Aharoni-Lab / miniscope-io

Data formatting, reading, and writing from miniscopes
https://miniscope-io.readthedocs.io
GNU Affero General Public License v3.0
6 stars 2 forks source link

Make pipeline graph skeleton #39

Open sneakers-the-rat opened 2 months ago

sneakers-the-rat commented 2 months ago

Following: https://github.com/Aharoni-Lab/miniscope-io/pull/35#discussion_r1719442457

OK so i'm not suggesting we write a whole pipelining framework within miniscope-io, but i just want to structure the notion of chained processing stages a bit.

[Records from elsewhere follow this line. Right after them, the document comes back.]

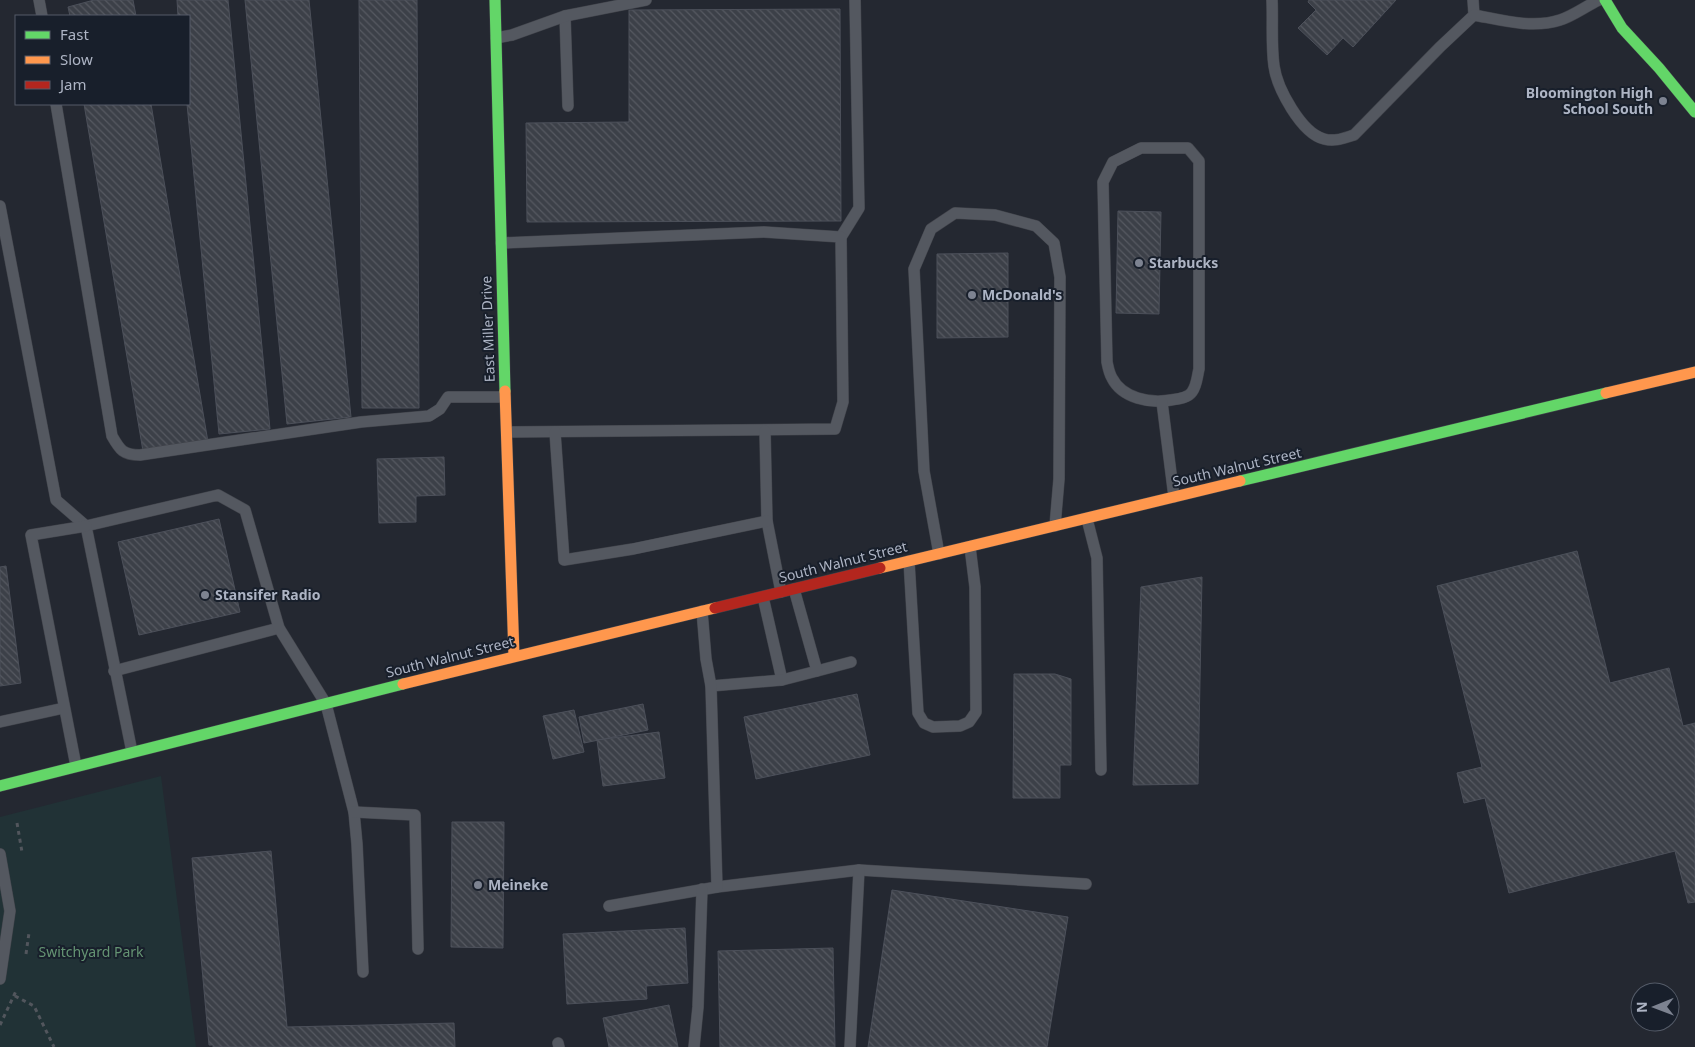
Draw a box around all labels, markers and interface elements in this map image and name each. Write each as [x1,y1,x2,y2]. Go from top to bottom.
legend [15,15,190,105]
text: Fast [60,24,89,44]
text: Slow [60,49,93,69]
text: Jam [58,74,87,94]
place label: Bloomington High School South [1526,83,1653,118]
marker: Bloomington High School South [1657,95,1669,107]
place label: Starbucks [1149,253,1218,272]
marker: Starbucks [1133,257,1145,269]
street label: East Miller Drive [476,275,499,383]
place label: McDonald's [982,285,1062,304]
marker: McDonald's [966,289,978,301]
street label: South Walnut Street [1171,442,1303,491]
street label: South Walnut Street [777,536,909,587]
place label: Stansifer Radio [215,585,321,604]
marker: Stansifer Radio [199,589,211,601]
street label: South Walnut Street [384,631,516,682]
place label: Meineke [488,875,548,894]
marker: Meineke [472,879,484,891]
park label: Switchyard Park [38,942,144,961]
north arrow [1630,982,1680,1032]
text: N [1632,1001,1651,1013]

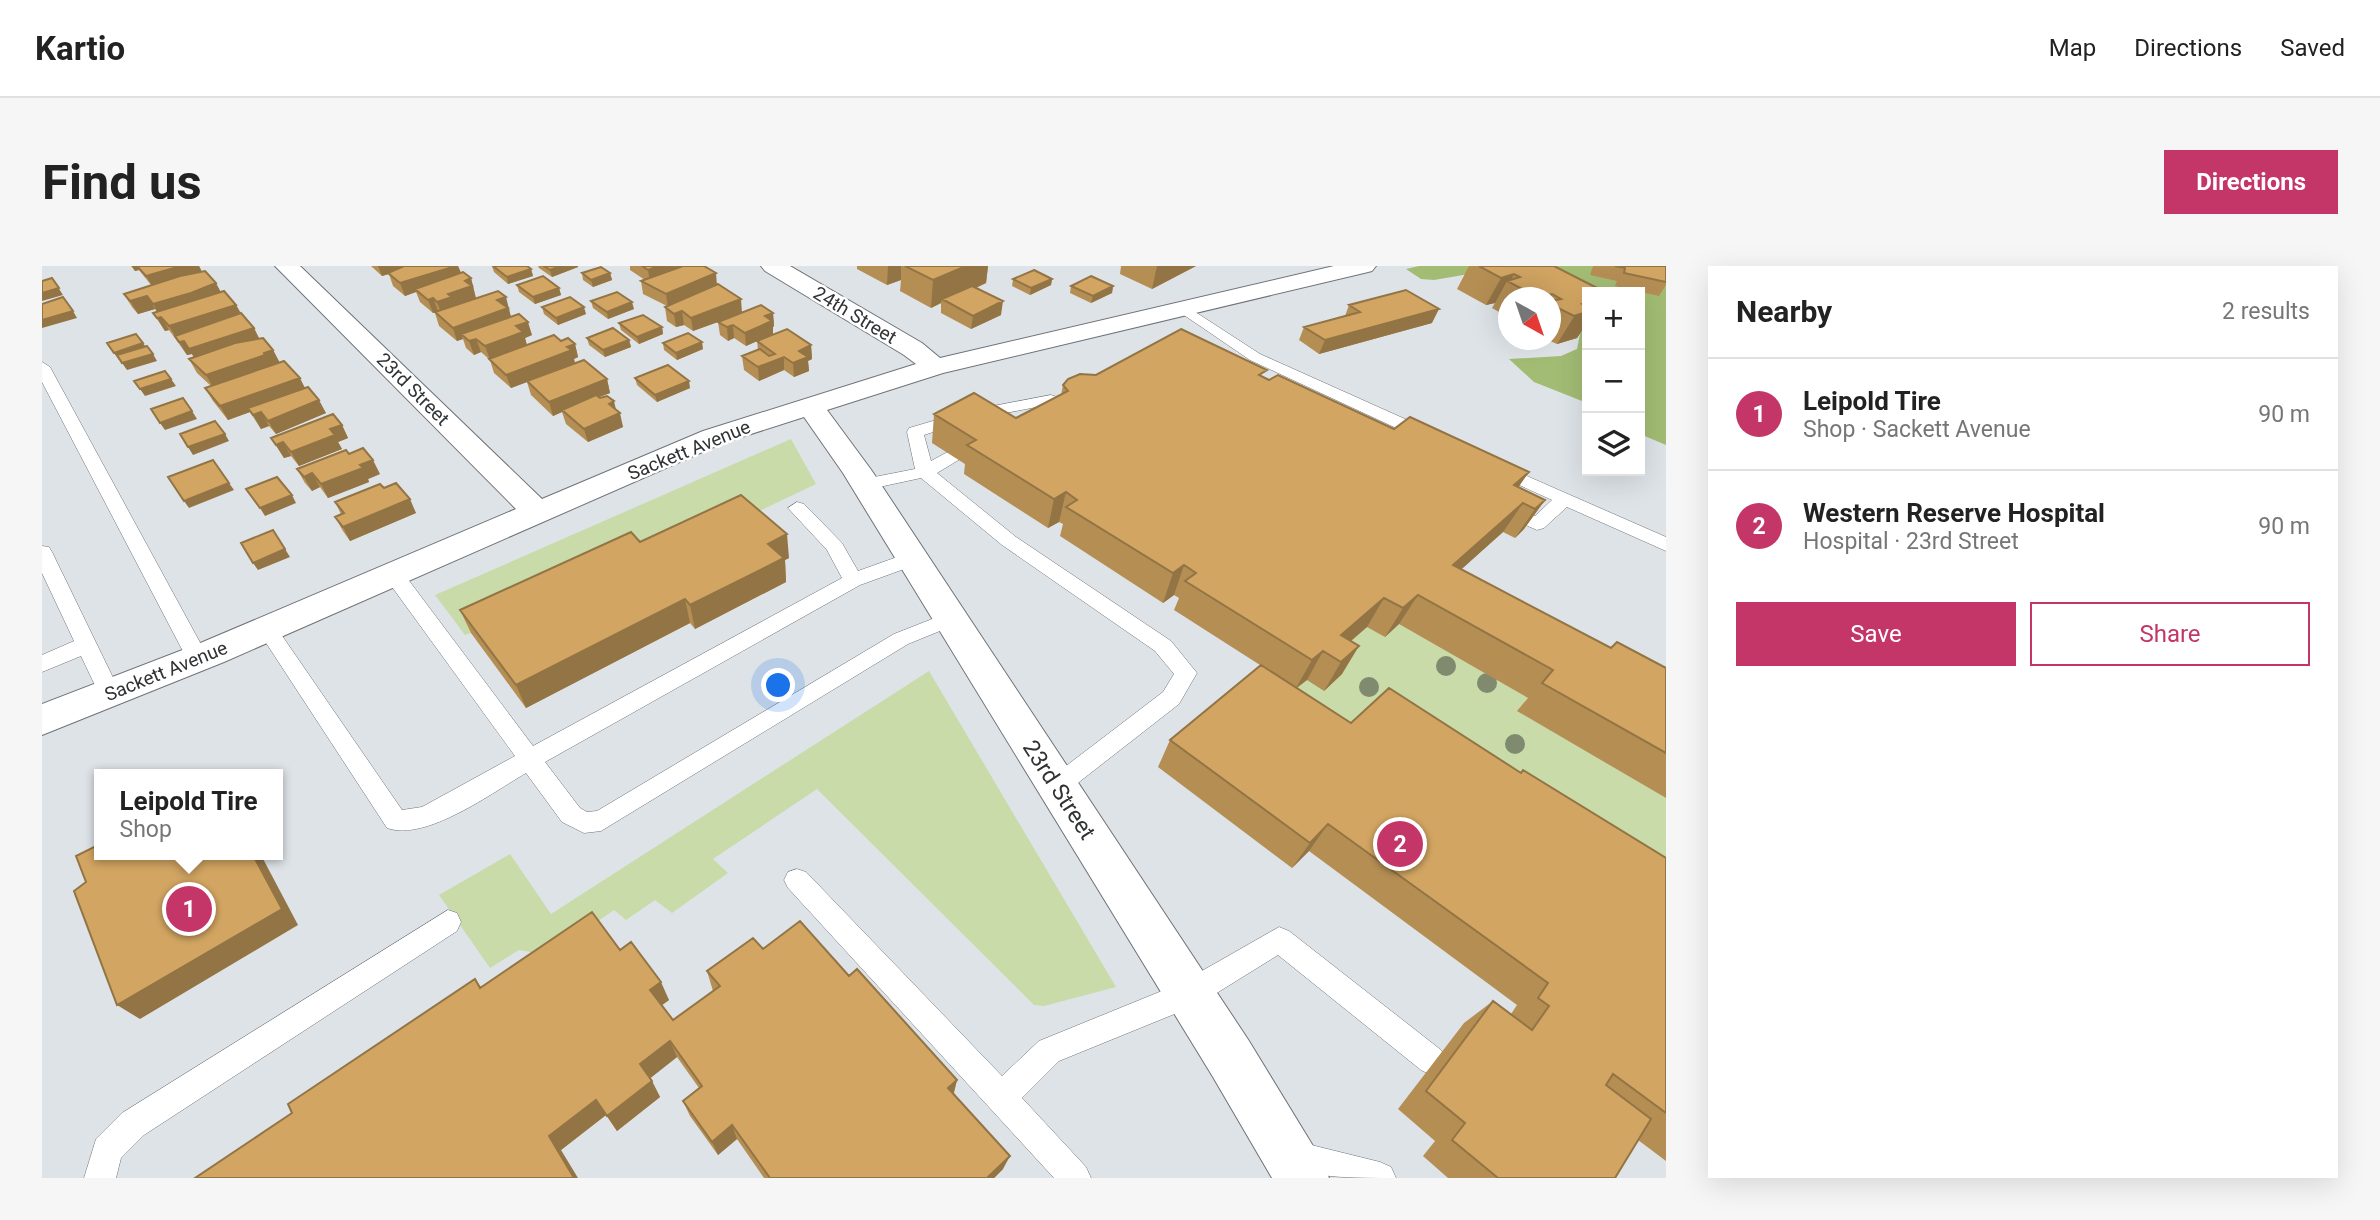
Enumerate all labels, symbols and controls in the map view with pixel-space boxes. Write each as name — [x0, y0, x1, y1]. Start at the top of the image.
text: Kartio — [35, 29, 125, 68]
text: Map — [2049, 34, 2096, 62]
text: Directions — [2134, 34, 2242, 62]
text: Saved — [2280, 34, 2345, 62]
button: Directions — [2164, 150, 2338, 214]
text: Find us — [42, 154, 202, 211]
street label: 24th Street — [809, 281, 901, 349]
north arrow — [1498, 287, 1561, 350]
map controls — [1582, 287, 1645, 476]
button: + — [1582, 287, 1645, 350]
text: Nearby — [1736, 294, 1832, 329]
text: 2 results — [2222, 298, 2310, 325]
street label: 23rd Street — [372, 348, 454, 430]
button: − — [1582, 350, 1645, 413]
text: Leipold Tire — [1803, 386, 1941, 416]
text: 1 — [1752, 401, 1766, 428]
text: 90 m — [2258, 401, 2310, 428]
button: layers — [1582, 413, 1645, 476]
street label: Sackett Avenue — [624, 415, 754, 485]
text: Shop · Sackett Avenue — [1803, 416, 2031, 443]
text: Western Reserve Hospital — [1803, 498, 2105, 528]
text: 2 — [1752, 513, 1766, 540]
text: 90 m — [2258, 513, 2310, 540]
text: Hospital · 23rd Street — [1803, 528, 2019, 555]
button: Save — [1736, 602, 2016, 666]
button: Share — [2030, 602, 2310, 666]
street label: Sackett Avenue — [101, 636, 231, 706]
your location — [761, 668, 795, 702]
street label: 23rd Street — [1017, 735, 1101, 845]
popup — [94, 769, 283, 860]
text: Leipold Tire — [120, 786, 257, 816]
text: Shop — [120, 816, 172, 843]
pin: 2 — [1377, 818, 1423, 870]
pin: 1 — [166, 883, 212, 935]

Original comments, so they're in the same place:

what do you think about making a Pipeline class to structure this a bit? So each stage of this is a very short function that takes a strongly typed input and output (we can use numpydantic for this!). each phase specifies the format of its output, and each of these 'sink' classes like BufferedCSVWriter also declares what types it accepts, so then someone can supply a path and a writer from the set of available writers for each stage. The pipeline creates a multiprocessing.Pool and dispatches tasks s.t. each stage runs, deposits output in read-only/buffered shared memory and triggers a signal in the next stage's read method/whatever attached writers there are.

so that way we don't have to keep fussing about adding more params to propagate through from the top and also separate perf concerns to some degree from correctness concerns (or we multiply them, who knows).

eventually i think we should rewrite some of these perf-sensitive routines as rust or C extension modules, so as much as we can split them up into pure functions the better off we'll be down the line i think

we will want the notion of priority among sinks, and that would let us simplify the structure further: what is the next method in the Queue pipeline if not a very high priority sink?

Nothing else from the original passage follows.